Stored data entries
● ● ● ● ● ● ●
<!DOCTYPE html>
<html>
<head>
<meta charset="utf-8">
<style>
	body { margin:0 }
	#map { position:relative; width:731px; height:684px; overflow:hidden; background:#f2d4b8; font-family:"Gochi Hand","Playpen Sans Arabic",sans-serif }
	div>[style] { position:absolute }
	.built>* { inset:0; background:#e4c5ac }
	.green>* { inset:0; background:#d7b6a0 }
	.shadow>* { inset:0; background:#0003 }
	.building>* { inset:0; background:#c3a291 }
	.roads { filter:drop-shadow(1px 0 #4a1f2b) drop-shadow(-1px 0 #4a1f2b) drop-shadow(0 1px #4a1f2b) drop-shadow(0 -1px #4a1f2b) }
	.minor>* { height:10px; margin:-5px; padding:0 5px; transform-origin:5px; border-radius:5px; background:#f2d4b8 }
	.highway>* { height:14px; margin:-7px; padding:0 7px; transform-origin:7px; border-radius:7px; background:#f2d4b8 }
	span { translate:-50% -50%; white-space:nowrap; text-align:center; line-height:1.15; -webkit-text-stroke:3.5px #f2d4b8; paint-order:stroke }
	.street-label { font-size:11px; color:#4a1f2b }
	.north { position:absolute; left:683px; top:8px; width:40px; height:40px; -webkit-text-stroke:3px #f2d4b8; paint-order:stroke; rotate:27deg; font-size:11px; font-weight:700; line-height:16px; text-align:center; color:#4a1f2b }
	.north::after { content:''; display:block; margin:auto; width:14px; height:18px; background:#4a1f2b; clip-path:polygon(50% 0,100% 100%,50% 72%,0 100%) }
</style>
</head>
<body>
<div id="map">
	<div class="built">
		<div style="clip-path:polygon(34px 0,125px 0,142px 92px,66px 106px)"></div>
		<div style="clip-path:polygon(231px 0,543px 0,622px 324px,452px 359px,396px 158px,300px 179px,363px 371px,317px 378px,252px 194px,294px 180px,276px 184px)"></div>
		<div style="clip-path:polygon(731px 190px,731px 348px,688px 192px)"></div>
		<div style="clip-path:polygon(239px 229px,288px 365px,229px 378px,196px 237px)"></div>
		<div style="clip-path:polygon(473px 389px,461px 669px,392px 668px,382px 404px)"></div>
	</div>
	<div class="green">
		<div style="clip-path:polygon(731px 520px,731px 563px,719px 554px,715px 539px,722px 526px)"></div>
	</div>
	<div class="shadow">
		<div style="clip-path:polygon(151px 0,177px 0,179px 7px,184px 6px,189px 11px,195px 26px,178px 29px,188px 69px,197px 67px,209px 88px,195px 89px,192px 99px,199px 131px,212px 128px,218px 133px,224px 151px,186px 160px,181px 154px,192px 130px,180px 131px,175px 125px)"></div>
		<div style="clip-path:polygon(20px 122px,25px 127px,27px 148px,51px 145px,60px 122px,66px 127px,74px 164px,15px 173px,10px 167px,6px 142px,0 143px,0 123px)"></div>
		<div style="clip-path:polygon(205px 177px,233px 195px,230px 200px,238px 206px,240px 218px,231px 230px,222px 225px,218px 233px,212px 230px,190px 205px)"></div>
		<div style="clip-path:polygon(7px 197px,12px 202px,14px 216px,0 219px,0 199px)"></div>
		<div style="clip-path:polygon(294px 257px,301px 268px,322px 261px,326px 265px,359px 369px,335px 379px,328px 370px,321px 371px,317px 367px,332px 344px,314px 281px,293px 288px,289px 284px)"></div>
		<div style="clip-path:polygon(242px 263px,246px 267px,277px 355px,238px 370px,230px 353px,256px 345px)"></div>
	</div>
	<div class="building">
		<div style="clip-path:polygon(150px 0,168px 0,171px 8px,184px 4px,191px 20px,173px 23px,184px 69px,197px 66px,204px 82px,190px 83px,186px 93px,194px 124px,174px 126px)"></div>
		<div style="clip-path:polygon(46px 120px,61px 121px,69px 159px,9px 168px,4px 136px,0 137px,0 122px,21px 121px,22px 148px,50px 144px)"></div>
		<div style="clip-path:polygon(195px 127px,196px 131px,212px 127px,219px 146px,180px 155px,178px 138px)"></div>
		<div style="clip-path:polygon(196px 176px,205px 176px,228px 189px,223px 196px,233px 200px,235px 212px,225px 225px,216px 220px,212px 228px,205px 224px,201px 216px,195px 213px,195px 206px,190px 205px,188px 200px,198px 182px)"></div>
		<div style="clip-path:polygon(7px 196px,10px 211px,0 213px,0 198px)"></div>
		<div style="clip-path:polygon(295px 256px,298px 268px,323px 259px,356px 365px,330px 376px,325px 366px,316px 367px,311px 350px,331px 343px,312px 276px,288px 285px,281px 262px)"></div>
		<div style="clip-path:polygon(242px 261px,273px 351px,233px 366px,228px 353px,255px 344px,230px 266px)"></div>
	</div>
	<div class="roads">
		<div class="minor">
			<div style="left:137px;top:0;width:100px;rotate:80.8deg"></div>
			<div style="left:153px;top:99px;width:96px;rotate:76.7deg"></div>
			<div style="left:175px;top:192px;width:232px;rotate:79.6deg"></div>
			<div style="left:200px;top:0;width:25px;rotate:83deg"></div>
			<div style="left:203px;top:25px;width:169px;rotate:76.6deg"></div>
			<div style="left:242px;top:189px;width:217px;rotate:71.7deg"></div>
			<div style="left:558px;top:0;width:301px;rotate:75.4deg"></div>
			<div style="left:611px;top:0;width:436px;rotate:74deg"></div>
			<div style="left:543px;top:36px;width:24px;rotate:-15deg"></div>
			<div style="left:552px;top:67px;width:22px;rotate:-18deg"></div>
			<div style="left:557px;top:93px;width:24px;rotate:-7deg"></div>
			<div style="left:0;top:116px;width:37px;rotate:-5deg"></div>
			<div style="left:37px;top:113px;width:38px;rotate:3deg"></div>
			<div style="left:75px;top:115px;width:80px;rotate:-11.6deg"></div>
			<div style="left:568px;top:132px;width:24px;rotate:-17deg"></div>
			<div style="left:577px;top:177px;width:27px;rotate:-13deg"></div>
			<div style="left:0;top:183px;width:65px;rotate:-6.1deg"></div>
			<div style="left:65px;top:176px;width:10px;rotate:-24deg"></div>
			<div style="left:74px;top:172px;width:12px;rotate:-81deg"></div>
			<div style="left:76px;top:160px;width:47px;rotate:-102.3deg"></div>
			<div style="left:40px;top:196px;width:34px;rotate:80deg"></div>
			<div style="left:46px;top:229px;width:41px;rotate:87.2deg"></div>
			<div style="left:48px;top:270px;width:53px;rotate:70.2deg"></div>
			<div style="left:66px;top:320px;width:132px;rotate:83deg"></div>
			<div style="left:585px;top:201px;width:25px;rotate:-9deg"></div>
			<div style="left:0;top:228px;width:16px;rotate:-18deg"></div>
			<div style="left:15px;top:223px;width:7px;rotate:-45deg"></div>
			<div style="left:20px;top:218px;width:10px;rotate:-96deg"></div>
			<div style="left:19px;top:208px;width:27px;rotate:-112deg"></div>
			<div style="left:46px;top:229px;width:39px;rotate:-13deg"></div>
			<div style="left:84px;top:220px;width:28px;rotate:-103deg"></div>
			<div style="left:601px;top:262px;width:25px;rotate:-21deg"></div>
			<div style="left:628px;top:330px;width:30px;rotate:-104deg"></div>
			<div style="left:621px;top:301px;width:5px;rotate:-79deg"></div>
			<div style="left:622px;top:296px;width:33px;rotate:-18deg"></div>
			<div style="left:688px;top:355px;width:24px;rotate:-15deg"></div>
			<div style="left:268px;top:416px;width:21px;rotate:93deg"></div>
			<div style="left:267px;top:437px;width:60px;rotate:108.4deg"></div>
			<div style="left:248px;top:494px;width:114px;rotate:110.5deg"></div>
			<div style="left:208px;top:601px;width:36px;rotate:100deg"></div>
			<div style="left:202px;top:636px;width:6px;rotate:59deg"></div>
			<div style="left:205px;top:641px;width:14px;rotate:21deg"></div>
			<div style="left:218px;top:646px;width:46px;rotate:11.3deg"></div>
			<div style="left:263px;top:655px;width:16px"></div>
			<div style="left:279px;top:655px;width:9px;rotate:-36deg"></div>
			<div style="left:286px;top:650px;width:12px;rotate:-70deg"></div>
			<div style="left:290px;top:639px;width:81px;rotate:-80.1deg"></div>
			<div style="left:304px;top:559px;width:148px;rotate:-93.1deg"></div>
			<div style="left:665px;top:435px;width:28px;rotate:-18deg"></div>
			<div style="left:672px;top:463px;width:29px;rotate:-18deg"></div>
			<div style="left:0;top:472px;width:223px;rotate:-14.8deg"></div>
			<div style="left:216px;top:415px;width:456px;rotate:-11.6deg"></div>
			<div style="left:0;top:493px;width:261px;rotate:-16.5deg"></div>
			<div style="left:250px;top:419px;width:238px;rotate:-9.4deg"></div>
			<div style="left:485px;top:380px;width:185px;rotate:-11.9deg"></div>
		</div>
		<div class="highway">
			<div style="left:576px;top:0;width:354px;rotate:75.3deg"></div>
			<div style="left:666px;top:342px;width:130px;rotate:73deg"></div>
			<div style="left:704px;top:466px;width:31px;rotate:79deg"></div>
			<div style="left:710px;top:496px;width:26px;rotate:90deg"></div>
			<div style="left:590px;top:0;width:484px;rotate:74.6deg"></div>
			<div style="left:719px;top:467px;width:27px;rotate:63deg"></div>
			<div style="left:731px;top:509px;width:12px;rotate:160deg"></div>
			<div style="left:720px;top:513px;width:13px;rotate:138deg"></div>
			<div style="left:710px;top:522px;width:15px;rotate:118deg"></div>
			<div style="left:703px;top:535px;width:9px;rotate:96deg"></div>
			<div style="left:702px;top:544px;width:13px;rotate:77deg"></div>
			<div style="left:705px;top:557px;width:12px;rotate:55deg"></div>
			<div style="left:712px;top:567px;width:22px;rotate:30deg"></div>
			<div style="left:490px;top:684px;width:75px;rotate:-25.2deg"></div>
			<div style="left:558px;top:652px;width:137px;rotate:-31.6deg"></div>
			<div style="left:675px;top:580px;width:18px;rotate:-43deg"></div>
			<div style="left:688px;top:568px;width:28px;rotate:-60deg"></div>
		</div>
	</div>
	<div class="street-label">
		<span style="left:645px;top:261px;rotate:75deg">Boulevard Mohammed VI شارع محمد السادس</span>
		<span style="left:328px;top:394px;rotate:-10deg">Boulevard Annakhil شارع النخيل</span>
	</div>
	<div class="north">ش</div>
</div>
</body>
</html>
● ● ● ● ● ● ●
Return nothing but the lines from the top of the records above through the line that has "filter:drop-shadow(1px 0 #4a1f2b)". Keep each one exact.

<!DOCTYPE html>
<html>
<head>
<meta charset="utf-8">
<style>
	body { margin:0 }
	#map { position:relative; width:731px; height:684px; overflow:hidden; background:#f2d4b8; font-family:"Gochi Hand","Playpen Sans Arabic",sans-serif }
	div>[style] { position:absolute }
	.built>* { inset:0; background:#e4c5ac }
	.green>* { inset:0; background:#d7b6a0 }
	.shadow>* { inset:0; background:#0003 }
	.building>* { inset:0; background:#c3a291 }
	.roads { filter:drop-shadow(1px 0 #4a1f2b) drop-shadow(-1px 0 #4a1f2b) drop-shadow(0 1px #4a1f2b) drop-shadow(0 -1px #4a1f2b) }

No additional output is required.